Compiled from an article "Lepo Sumera as a symphonist" by
Merike Vaitmaa ("Fazer Music News" No.8, 94) and
cover notes for the Fourth Symphony by the composer.


Lepo Sumera, a former producer at Estonian Radio, has never been indifferent to new sonorities. He is currently one of the few Estonian composers who work in the field of electro-acoustic music on a regular basis. But, from the outset of his career, he has also demonstrated a keen ear for the possibilities of the symphony orchestra.

Acoustic and electronic music together constitute the uncontroversial sound world of Sumera who confesses: "Sound has always had a magic power over me". But sound is only one of his concerns: the main concern is the work as whole and he always wants to be in control of the overall shape of it. In his output almost every kind of aleatory can be found except the aleatory of form; nor has he written any open form works.

The suitability of the symphony to Sumera's particular gifts is clearly apparent when seen in the context of his whole oeuvre.
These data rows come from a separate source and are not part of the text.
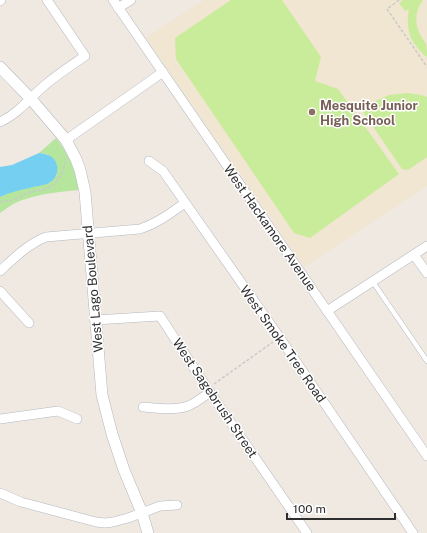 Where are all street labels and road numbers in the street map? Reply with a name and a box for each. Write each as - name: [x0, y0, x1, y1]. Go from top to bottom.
- street label: West Hackamore Avenue: [221, 162, 319, 294]
- street label: West Lago Boulevard: [80, 225, 106, 353]
- street label: West Smoke Tree Road: [237, 283, 329, 405]
- street label: West Sagebrush Street: [170, 336, 260, 460] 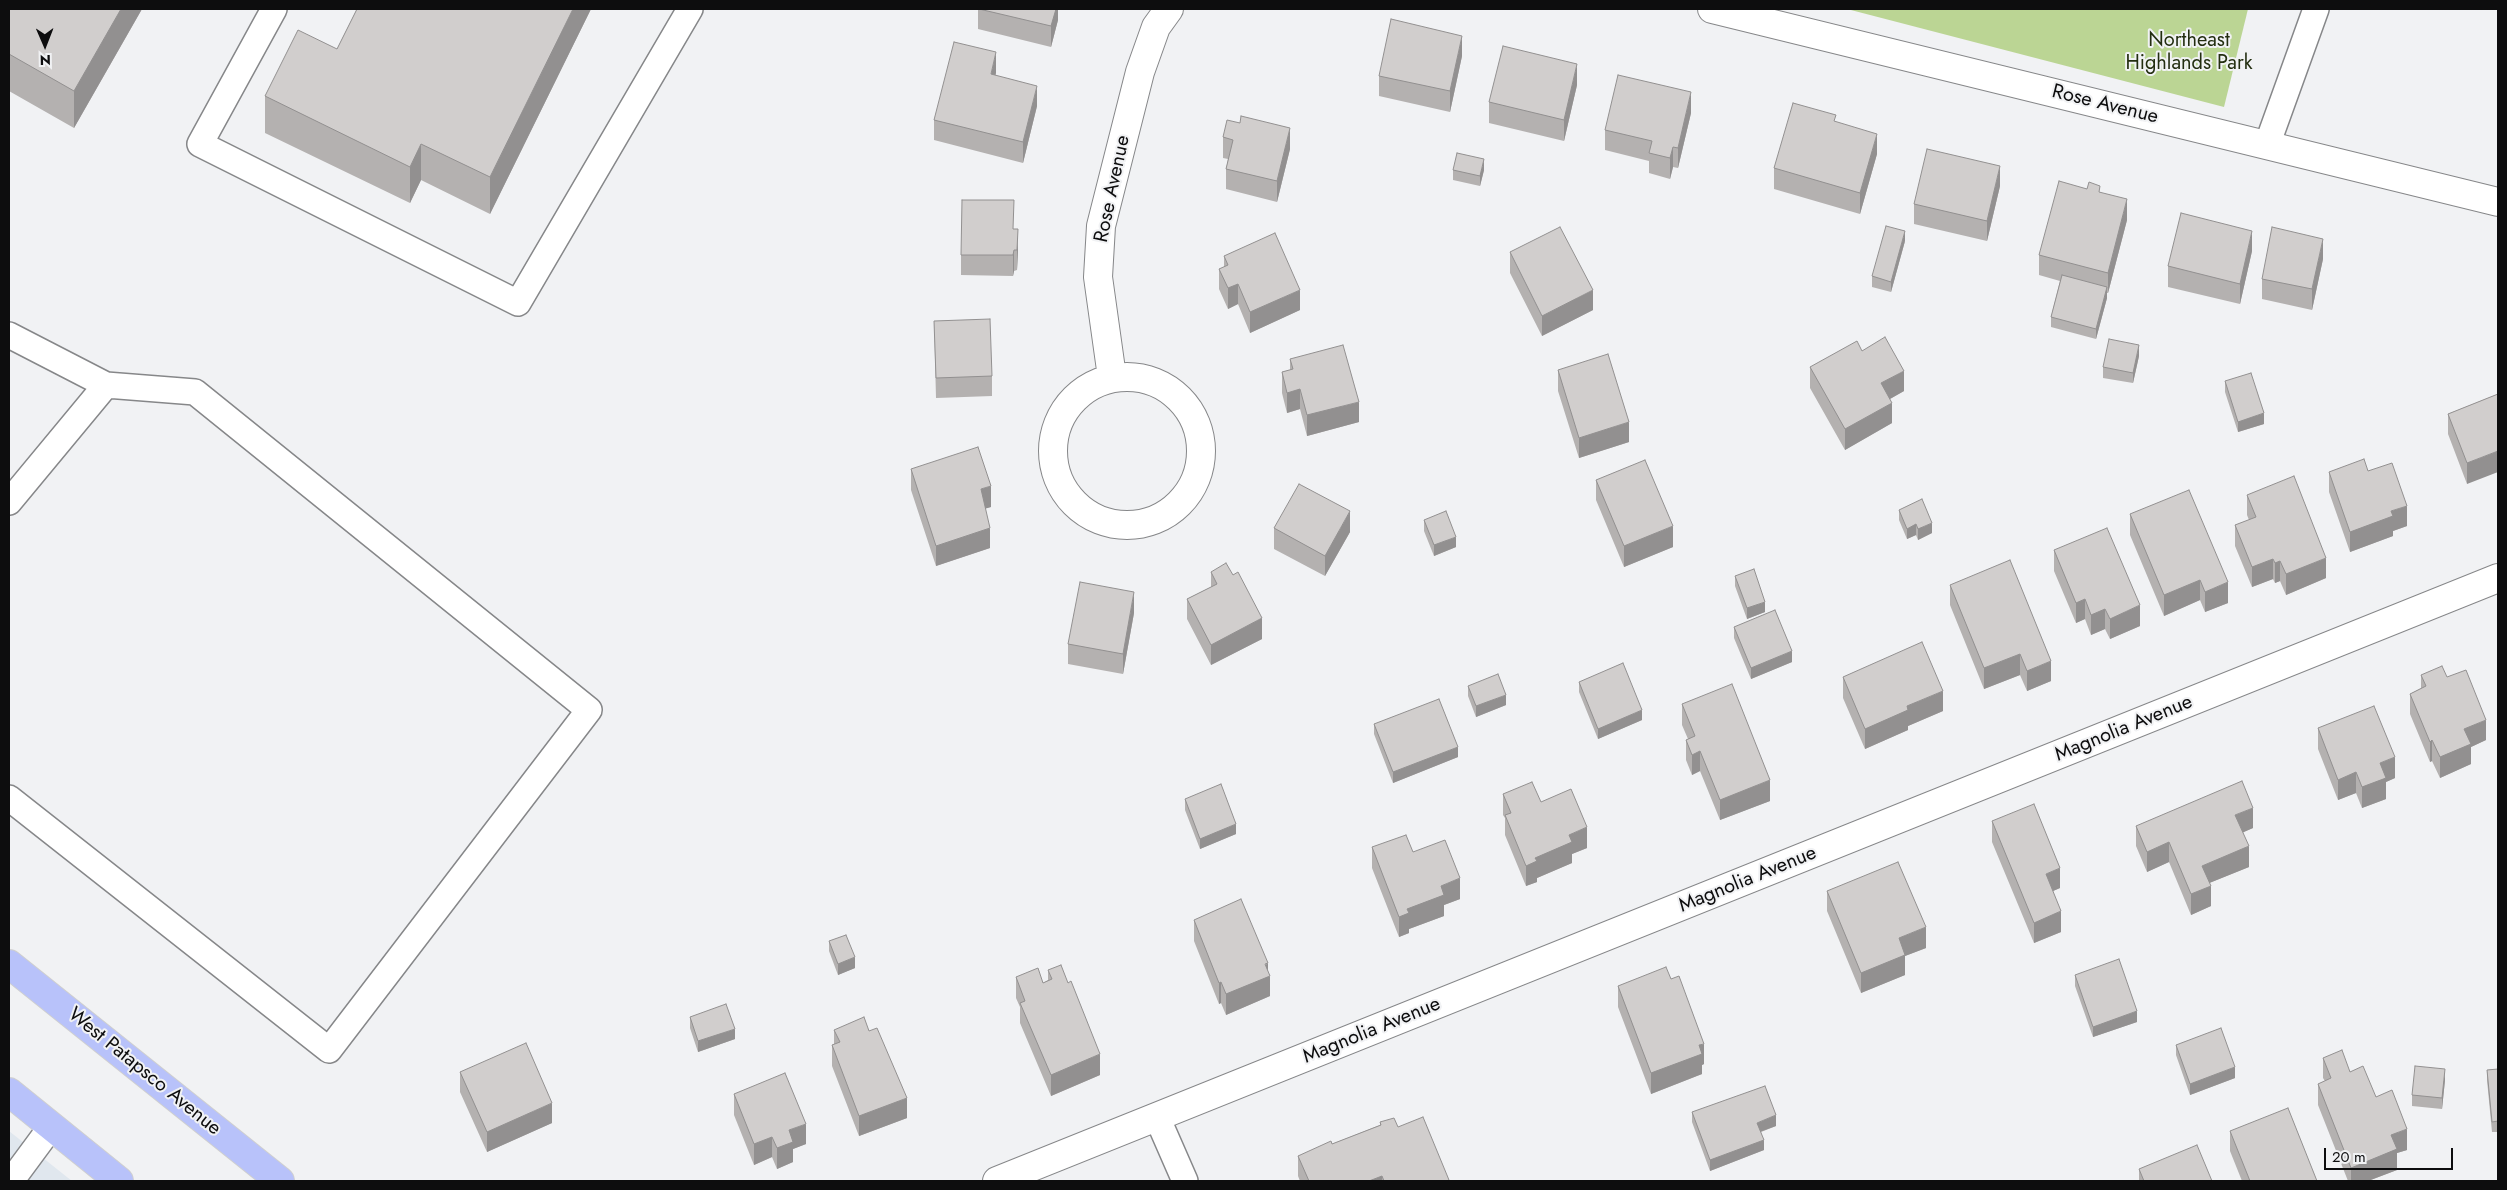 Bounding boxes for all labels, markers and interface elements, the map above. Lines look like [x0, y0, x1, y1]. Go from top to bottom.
north arrow [20, 20, 70, 70]
park label: Northeast Highlands Park [2125, 29, 2253, 76]
text: N [40, 50, 51, 70]
street label: Rose Avenue [2049, 80, 2161, 130]
street label: Rose Avenue [1090, 133, 1136, 245]
street label: Magnolia Avenue [2052, 690, 2196, 768]
street label: Magnolia Avenue [1676, 841, 1820, 919]
street label: Magnolia Avenue [1300, 992, 1444, 1070]
street label: West Patapsco Avenue [63, 1003, 225, 1141]
scale bar [2327, 1138, 2456, 1170]
text: 20 m [2332, 1146, 2366, 1168] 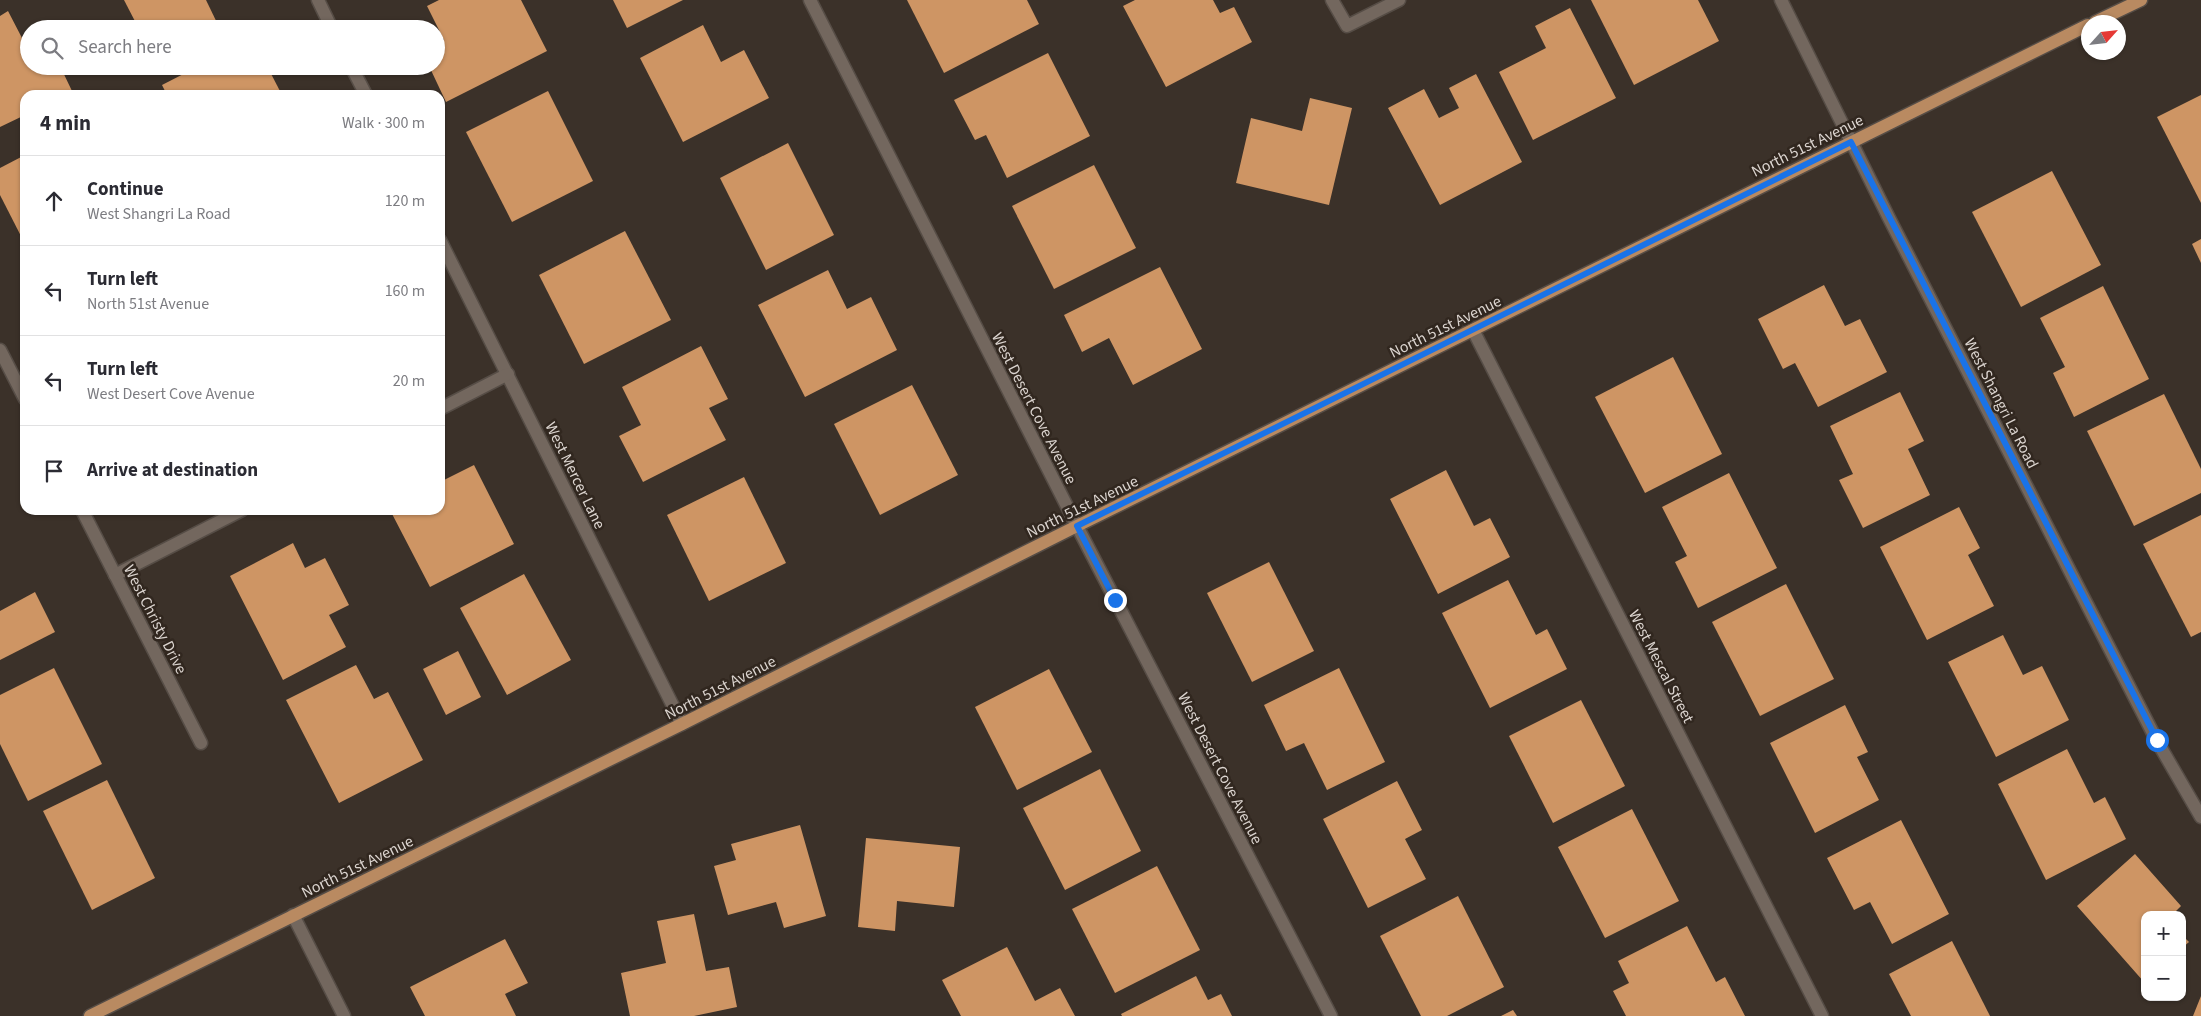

He usually develops the musical material (mostly by variational and polyphonic devices) at great length, patiently "diving" into it, to disclose its diverse and sometimes completely unexpected qualities. Every composition has its individual musical dramaturgy that dictates the form; both seem to be derived from the musical material. According to the composer, the ideas for the musical material, the timbres and form of a new work involve in his mind simultaneously. "I cannot write down the first bar before I know how the piece will end, before I know the whole thing by heart, with the timings and durations, the construction, the parts of the different instruments..." .

Sumera's symphonies are "real" symphonies, with both meditation and action in their semantics, with a variety of musical events including dramatic collisions. Nevertheless, the open, "heavy weight" dramaticism is not characteristic of Sumera whose expression is more distanced and poeticized.

Clear and precise dramatic (=psychological) lines could easily be interpreted as "real" subjects, "stories". In his commentaries, the composer only seldom gives hints as to the semantics of his works - for instance, he has said that the title of the Fourth Symphony "Serena borealis" could be associated not only with the North wind and serenity but also with sirens (Gr. seiren) - but he has never related any programmatic "stories": "I may have had a "story" in mind or I may not, but each listener must be allowed the chance to create his or her own story, quite different from mine. In actual fact, the musical "story", the motivic development, is always more important for me".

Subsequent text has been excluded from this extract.